Nature, Technology and Magic

Written by Sean Murphy. Posted in 1 Idea Stage, 2 Open for Business Stage, Design of Experiments, skmurphy, Startups

What seems natural, artificial, or supernatural is a function of familiarity. Nature is the background or context for innovation. The challenge is that we live in a world and culture formed by millennia of innovation so that some incredibly advanced technologies seem natural. The difference between technology and magic is not that one works more reliably than the other but that technology is part of the adjacent possible–seemingly impossible but comprehensible. Magic breaks our existing paradigm and is initially incomprehensible. As entrepreneurs we need to present our innovations as technology not magic.

Nature, Technology and Magic

When you are considering how creating a new product you to consider how to position it within a prospect’s existing frame of reference.

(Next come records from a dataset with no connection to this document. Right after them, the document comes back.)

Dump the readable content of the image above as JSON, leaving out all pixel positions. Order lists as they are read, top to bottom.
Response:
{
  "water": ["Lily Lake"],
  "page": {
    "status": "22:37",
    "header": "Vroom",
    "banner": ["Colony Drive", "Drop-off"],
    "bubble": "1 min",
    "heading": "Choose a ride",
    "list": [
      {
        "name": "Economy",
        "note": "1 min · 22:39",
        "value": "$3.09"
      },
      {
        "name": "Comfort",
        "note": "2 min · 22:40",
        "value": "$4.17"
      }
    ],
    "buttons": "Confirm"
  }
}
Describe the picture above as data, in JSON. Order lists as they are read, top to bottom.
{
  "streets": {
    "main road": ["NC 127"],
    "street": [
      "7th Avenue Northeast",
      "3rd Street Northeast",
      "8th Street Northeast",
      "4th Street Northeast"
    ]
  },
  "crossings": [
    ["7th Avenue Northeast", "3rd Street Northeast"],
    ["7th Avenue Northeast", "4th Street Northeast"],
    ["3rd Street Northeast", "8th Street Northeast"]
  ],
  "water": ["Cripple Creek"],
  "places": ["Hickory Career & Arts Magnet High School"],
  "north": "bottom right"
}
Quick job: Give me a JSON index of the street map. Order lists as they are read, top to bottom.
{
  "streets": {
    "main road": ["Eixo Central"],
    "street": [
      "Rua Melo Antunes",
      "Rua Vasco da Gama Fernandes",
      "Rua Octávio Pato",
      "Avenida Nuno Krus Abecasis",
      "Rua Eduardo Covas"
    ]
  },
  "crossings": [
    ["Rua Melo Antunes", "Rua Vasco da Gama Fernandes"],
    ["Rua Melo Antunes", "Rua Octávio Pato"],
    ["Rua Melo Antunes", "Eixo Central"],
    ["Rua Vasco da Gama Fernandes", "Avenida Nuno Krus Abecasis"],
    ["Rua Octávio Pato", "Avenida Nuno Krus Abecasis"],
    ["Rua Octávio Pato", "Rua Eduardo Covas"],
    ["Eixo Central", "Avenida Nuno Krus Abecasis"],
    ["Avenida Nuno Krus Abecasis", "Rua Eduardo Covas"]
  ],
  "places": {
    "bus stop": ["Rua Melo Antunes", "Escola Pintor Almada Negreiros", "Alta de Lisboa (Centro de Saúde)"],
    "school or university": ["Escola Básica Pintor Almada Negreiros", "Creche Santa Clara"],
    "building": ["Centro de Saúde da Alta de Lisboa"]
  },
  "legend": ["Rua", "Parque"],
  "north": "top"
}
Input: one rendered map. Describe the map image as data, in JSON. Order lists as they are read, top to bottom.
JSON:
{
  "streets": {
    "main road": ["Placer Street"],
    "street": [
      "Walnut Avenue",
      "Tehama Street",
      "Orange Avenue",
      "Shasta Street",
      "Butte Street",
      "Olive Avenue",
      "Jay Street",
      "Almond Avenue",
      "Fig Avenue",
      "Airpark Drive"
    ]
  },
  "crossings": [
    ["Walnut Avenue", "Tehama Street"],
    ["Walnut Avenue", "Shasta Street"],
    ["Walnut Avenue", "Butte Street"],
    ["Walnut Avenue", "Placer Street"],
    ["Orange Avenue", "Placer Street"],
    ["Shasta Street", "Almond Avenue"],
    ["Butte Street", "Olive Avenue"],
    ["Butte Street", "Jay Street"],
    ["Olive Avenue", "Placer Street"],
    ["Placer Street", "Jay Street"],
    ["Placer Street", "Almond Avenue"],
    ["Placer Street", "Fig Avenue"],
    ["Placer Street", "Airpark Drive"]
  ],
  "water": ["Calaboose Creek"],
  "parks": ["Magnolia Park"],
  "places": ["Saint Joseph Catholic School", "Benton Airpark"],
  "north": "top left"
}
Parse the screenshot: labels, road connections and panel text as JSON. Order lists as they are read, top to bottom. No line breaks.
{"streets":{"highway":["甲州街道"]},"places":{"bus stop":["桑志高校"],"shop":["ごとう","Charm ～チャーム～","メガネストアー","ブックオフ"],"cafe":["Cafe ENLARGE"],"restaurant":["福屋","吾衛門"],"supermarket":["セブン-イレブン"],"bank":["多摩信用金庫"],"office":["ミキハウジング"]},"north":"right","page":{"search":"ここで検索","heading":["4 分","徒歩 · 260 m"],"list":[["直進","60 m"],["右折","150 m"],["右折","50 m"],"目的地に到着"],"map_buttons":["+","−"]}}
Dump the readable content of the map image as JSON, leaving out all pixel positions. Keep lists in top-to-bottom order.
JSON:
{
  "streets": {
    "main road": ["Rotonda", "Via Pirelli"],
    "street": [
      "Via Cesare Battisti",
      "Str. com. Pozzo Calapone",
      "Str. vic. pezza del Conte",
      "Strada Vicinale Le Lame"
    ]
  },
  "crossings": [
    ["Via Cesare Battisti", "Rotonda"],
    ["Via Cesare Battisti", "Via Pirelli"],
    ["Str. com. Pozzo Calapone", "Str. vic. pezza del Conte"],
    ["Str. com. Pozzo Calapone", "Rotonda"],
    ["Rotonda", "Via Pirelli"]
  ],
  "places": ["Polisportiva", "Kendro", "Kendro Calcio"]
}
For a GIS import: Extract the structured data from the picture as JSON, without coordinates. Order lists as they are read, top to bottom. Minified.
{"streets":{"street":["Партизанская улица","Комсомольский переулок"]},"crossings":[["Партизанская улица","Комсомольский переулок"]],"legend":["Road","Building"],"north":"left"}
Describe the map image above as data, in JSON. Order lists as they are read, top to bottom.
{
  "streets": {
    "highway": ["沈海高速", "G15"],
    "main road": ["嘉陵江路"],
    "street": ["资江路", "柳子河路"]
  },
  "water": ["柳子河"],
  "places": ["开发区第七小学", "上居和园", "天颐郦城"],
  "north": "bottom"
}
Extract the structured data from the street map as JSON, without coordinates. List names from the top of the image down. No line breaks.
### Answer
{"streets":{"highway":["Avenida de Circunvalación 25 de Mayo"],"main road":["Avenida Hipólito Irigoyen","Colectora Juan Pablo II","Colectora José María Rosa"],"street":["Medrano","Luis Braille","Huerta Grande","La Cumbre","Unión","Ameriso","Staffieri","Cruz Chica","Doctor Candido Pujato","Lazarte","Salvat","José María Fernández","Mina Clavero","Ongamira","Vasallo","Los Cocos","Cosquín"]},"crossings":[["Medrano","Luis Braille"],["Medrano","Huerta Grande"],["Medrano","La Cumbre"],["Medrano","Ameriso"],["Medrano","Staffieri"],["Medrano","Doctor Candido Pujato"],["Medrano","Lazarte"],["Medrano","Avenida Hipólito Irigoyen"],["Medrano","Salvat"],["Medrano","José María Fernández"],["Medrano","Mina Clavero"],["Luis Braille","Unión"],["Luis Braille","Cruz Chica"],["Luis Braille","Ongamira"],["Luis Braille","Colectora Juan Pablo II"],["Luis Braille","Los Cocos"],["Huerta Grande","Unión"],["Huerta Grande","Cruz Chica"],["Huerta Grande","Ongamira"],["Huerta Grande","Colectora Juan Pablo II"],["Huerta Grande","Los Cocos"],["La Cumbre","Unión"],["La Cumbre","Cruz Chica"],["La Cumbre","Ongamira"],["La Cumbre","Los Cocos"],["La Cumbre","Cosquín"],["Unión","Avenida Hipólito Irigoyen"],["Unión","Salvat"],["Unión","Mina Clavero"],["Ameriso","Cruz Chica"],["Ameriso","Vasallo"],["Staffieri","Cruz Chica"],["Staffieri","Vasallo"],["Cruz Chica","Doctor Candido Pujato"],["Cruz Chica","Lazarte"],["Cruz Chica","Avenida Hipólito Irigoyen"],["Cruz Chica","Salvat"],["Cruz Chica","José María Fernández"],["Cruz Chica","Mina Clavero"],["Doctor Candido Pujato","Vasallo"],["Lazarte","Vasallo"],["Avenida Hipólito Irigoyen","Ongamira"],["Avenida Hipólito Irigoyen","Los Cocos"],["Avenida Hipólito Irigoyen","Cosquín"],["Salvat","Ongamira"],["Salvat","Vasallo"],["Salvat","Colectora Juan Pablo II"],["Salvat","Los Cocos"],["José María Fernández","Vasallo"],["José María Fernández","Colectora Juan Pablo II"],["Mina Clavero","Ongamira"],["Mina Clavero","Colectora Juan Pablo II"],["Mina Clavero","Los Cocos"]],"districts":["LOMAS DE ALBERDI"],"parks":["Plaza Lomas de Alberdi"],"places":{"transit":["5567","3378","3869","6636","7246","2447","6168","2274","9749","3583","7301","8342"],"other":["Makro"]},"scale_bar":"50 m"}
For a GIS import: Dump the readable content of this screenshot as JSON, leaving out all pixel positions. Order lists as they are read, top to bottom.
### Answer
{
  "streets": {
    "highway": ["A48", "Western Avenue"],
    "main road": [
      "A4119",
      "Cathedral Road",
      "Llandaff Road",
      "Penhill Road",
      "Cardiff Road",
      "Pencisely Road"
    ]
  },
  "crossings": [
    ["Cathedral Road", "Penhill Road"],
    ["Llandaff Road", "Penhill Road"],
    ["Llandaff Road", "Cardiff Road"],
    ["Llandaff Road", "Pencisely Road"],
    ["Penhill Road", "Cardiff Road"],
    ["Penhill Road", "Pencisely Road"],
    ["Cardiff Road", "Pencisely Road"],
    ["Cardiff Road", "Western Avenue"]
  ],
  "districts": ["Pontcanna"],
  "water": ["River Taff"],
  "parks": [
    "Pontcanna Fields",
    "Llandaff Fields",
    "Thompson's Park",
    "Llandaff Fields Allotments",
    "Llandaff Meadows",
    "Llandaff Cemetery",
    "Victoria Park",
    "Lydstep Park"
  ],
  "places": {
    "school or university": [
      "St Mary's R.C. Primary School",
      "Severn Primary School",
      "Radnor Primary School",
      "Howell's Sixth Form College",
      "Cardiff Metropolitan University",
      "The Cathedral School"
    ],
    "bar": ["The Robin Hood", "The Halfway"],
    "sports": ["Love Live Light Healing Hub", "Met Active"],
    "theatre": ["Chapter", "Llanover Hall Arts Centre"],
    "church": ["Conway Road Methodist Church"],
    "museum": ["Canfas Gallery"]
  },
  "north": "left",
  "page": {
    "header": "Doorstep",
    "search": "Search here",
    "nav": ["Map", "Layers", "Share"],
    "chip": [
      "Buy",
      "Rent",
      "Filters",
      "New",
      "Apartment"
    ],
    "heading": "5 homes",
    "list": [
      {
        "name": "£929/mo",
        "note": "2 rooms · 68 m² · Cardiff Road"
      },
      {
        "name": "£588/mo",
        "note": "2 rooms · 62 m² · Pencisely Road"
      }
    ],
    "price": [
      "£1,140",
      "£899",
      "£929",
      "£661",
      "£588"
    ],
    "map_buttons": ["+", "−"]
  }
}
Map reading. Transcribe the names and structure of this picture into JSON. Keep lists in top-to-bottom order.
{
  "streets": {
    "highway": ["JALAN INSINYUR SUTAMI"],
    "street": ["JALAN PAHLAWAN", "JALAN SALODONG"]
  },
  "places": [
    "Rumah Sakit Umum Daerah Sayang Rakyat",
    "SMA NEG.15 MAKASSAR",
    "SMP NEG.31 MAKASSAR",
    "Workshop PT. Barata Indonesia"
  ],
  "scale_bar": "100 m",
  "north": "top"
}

  • Frame of Reference: Natural / Normal / Born / Simple / News
  • Adjacent Possible: Artificial / New / Made / Complicated / New
  • Incomprehensible: Magic / Unnatural / Revealed / Chaotic / Uncertain

If it fits within the frame it’s better, if relaxes one or more design constraints to explore the adjacent possible it may initially be viewed as impossible, and if it’s the result of a new design paradigm it may initially be unthinkable or incomprehensible.

Normal, New, and Unnatural

“I’ve come up with a set of rules that describe our reactions to technologies:

  1. Anything that is in the world when you’re born is normal and ordinary and is just a natural part of the way the world works.
  2. Anything that’s invented between when you’re fifteen and thirty-five is new and exciting and revolutionary and you can probably get a career in it.
  3. Anything invented after you’re thirty-five is against the natural order of things.”

Douglas Adams in “The Salmon of Doubt

Sufficiently Familiar Technology

“Textiles are technology, more ancient than bronze and as contemporary as nanowires. We hairless apes co-evolved with our apparel. But, to reverse Arthur C Clarke’s adage, any sufficiently familiar technology is indistinguishable from nature.”
Virginia Postrel “Losing the Thread

Sometimes in their concern with the new entrepreneurs can lose sight of the power of the status quo and the advantage of rapid prototyping that relies on as little invention as possible and simply integrates existing solutions to add one or two small differentiating pieces.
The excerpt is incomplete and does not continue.